Paper No. 185-2
Presentation Time: 9:00 AM-6:30 PM
UNDERSTANDING THE IMPACTS OF AUTOGENIC PROCESSES ON STRATAL ARCHITECTURE USING A 2D DIFFUSIVE SEDIMENT TRANSPORT MODEL
Classical sequence stratigraphy defines sequences and systems tracts based on allogenic controls (eustasy, sediment supply, and subsidence) on accommodation and deposition. However, more recent findings show that autogenic processes (e.g., channel avulsion and delta lobe switching, shoreline auto-retreat) can interact with, modify, and even eliminate allogenic signals. Here, we identify specific ways autogenic processes affect the timing, extent, and architectural evolution of systems tracts relative to allogenic processes. Our findings are based on experimental strata generated in the St. Anthony Falls Laboratory’s Experimental EarthScape basin (XES-02) under constant sediment supply and subsidence rates but numerous cycles of varying base level, which we compare against numerically modeled strata simulated under the same allogenic initial and boundary conditions but assuming wide-spread, non-autogenic 2D diffusive sediment transport as in classical sequence stratigraphy. We find that the autogenically-influenced strata created in the XES basin differs from the allogenically-driven, diffusively-modeled strata primarily due to lateral channel movement and sediment storage and release on the basin topset region. We then succeed in getting the numerical model to reproduce this same style of strata formation by altering the diffusion coefficients such that (1) diffusion increases with cell steepness, (2) downstream diffusion is four times greater than cross-stream diffusion, and (3) there is no diffusion outside of topographic lows.
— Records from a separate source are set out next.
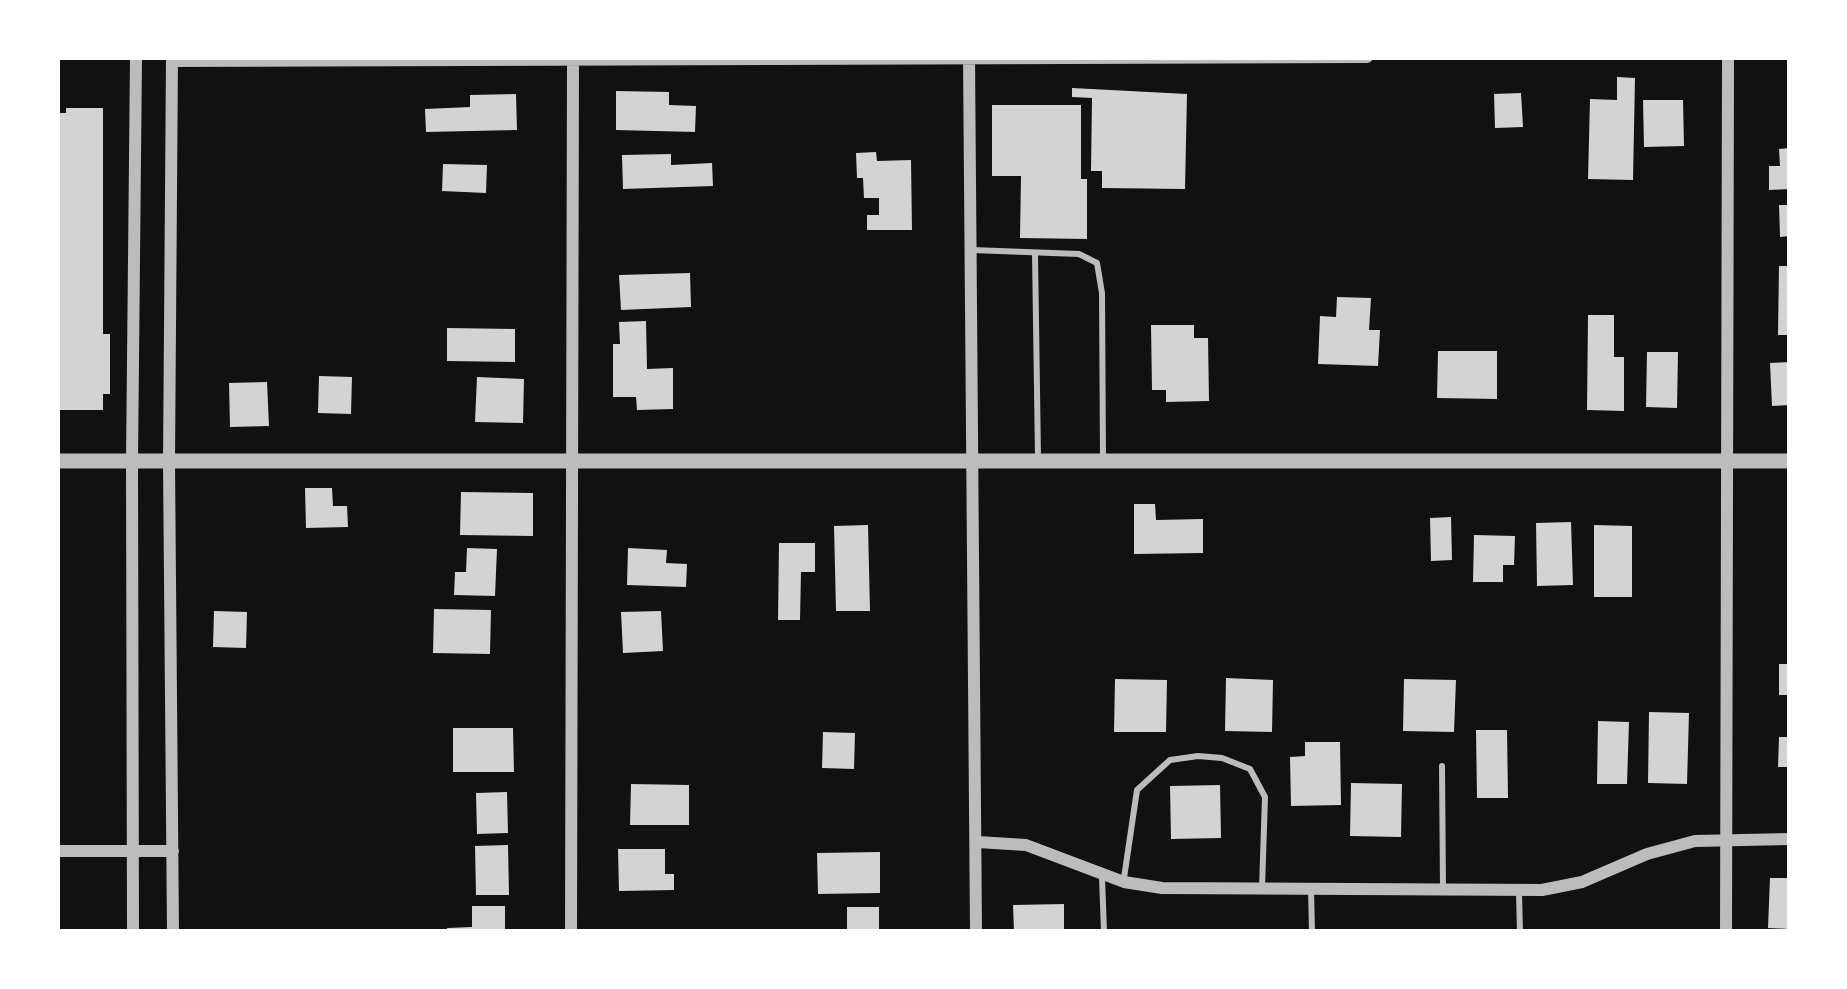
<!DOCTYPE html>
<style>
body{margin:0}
#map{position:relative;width:1847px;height:989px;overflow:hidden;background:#111;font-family:Overpass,sans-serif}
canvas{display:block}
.frame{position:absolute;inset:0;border:60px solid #fff;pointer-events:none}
</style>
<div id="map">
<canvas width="1847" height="989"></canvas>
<div class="frame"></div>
</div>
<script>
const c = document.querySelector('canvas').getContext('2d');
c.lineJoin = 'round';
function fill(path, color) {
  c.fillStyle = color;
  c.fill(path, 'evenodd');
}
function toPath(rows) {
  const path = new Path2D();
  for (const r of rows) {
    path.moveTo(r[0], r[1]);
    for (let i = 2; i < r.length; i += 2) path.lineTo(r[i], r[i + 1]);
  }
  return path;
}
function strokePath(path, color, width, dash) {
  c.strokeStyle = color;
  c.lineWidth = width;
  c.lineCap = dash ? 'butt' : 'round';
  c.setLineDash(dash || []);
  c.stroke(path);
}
fill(toPath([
 [1617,77,1635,78,1633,180,1588,179,1590,99,1617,100],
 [1072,88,1187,94,1185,189,1102,188,1102,171,1091,171,1092,98,1072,97],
 [616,91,669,92,669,105,696,106,695,132,616,130],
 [1521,93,1523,127,1495,128,1494,94],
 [516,94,517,130,426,132,425,109,470,107,470,95],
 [1643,100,1683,100,1684,146,1644,147],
 [992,105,1081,105,1081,179,1087,179,1087,239,1020,238,1021,176,992,176],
 [66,108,103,108,103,334,110,334,110,394,103,394,103,410,57,410,57,113,66,113],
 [1790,148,1790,189,1769,190,1769,166,1780,166,1779,149],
 [876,152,877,161,911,160,912,230,867,230,867,215,879,215,879,198,864,198,863,178,857,178,856,153],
 [671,154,671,165,712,163,713,186,623,189,622,155],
 [443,164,487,165,486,193,442,191],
 [1779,205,1790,205,1790,236,1780,237],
 [1779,266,1790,266,1790,335,1778,335],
 [690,273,691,307,621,310,619,275],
 [1337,297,1371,298,1369,330,1380,330,1378,366,1318,364,1320,316,1336,317],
 [1588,315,1614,315,1614,357,1624,357,1624,411,1587,410],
 [646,321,647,369,673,368,673,409,637,410,636,397,613,397,613,344,620,344,619,322],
 [1151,325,1194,325,1194,338,1208,338,1209,401,1166,402,1166,390,1152,390],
 [447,328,515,329,515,362,447,361],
 [1438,351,1497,351,1497,399,1437,398],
 [1647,352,1678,352,1677,408,1646,407],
 [1790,362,1790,405,1772,406,1770,363],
 [319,376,352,377,351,414,318,413],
 [477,377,524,379,523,423,475,422],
 [267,382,269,426,230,427,229,383],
 [305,488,332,488,333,506,347,506,348,527,306,528],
 [461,492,533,493,533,536,460,535],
 [1134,504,1155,504,1156,520,1203,519,1203,553,1134,554],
 [1451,517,1452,560,1431,561,1430,518],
 [1571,522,1573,585,1537,586,1536,523],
 [868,525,870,611,836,611,834,526],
 [1594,525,1632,526,1632,597,1594,597],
 [1474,535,1515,536,1514,565,1503,565,1503,582,1473,582],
 [779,543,815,543,815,572,801,572,800,620,778,620],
 [467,548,497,549,495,596,454,595,455,572,466,572],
 [628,548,667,550,666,563,687,564,686,587,627,585],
 [434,609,491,610,490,654,433,653],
 [214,611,247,612,246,648,213,647],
 [661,611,663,651,623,653,621,612],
 [1779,664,1790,664,1790,695,1779,695],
 [1226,678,1273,680,1272,732,1225,731],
 [1115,679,1167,680,1166,732,1114,732],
 [1404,679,1456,680,1454,732,1403,731],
 [1649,712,1689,713,1687,784,1648,783],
 [1598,721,1629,722,1627,784,1597,784],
 [453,728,513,728,514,772,453,772],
 [1476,730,1507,730,1508,798,1477,798],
 [823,732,855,733,854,769,822,768],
 [1779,737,1790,737,1790,767,1778,767],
 [1305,742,1340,742,1341,805,1291,806,1290,757,1305,756],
 [1351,783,1402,784,1401,837,1350,836],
 [631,784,689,785,689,825,630,825],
 [1220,785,1221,838,1171,839,1170,786],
 [507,792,508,833,477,834,476,793],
 [508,845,509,895,476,895,475,846],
 [618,849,665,849,665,874,674,874,674,890,619,891],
 [880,852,880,893,818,894,817,853],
 [1770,878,1790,878,1790,929,1768,928],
 [1064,904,1064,932,1014,932,1013,905],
 [472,906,505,906,505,932,447,932,447,928,472,927],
 [847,907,879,907,879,932,847,932]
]), '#d3d3d3');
strokePath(toPath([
 [972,250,1079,254,1097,263,1102,293,1103,460],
 [1035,254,1038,457],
 [1442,766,1443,889],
 [1102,877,1104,932],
 [1124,878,1137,790,1170,760,1198,756,1222,758,1250,769,1265,797,1262,888],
 [1311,889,1312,932],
 [1519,893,1520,932]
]), '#bcbcbc', 6);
strokePath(toPath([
 [172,57,169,462,173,932],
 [969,57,976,932],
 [172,61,1367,57],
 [978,842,1026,845,1124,882,1162,888,1542,890,1582,882,1647,854,1695,841,1790,839],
 [57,851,173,851],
 [133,932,132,461,136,57],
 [571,932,573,60],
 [1726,932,1728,57]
]), '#bcbcbc', 12);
strokePath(toPath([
 [57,461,1790,461]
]), '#bcbcbc', 15);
</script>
Similar to the experiment, the revised diffusion model produces avulsions over base level change; timings of systems tracts development that can differ from the classical sequence stratigraphic model (e.g., transgression begins earlier, in place of lowstand normal regression, because autogenic processes store sediment in updip channels such that progradation does not occur at the shoreline); and diachronous stratal surfaces from sediment storage and release events that create localized variations in deposition and erosion across the basin topset.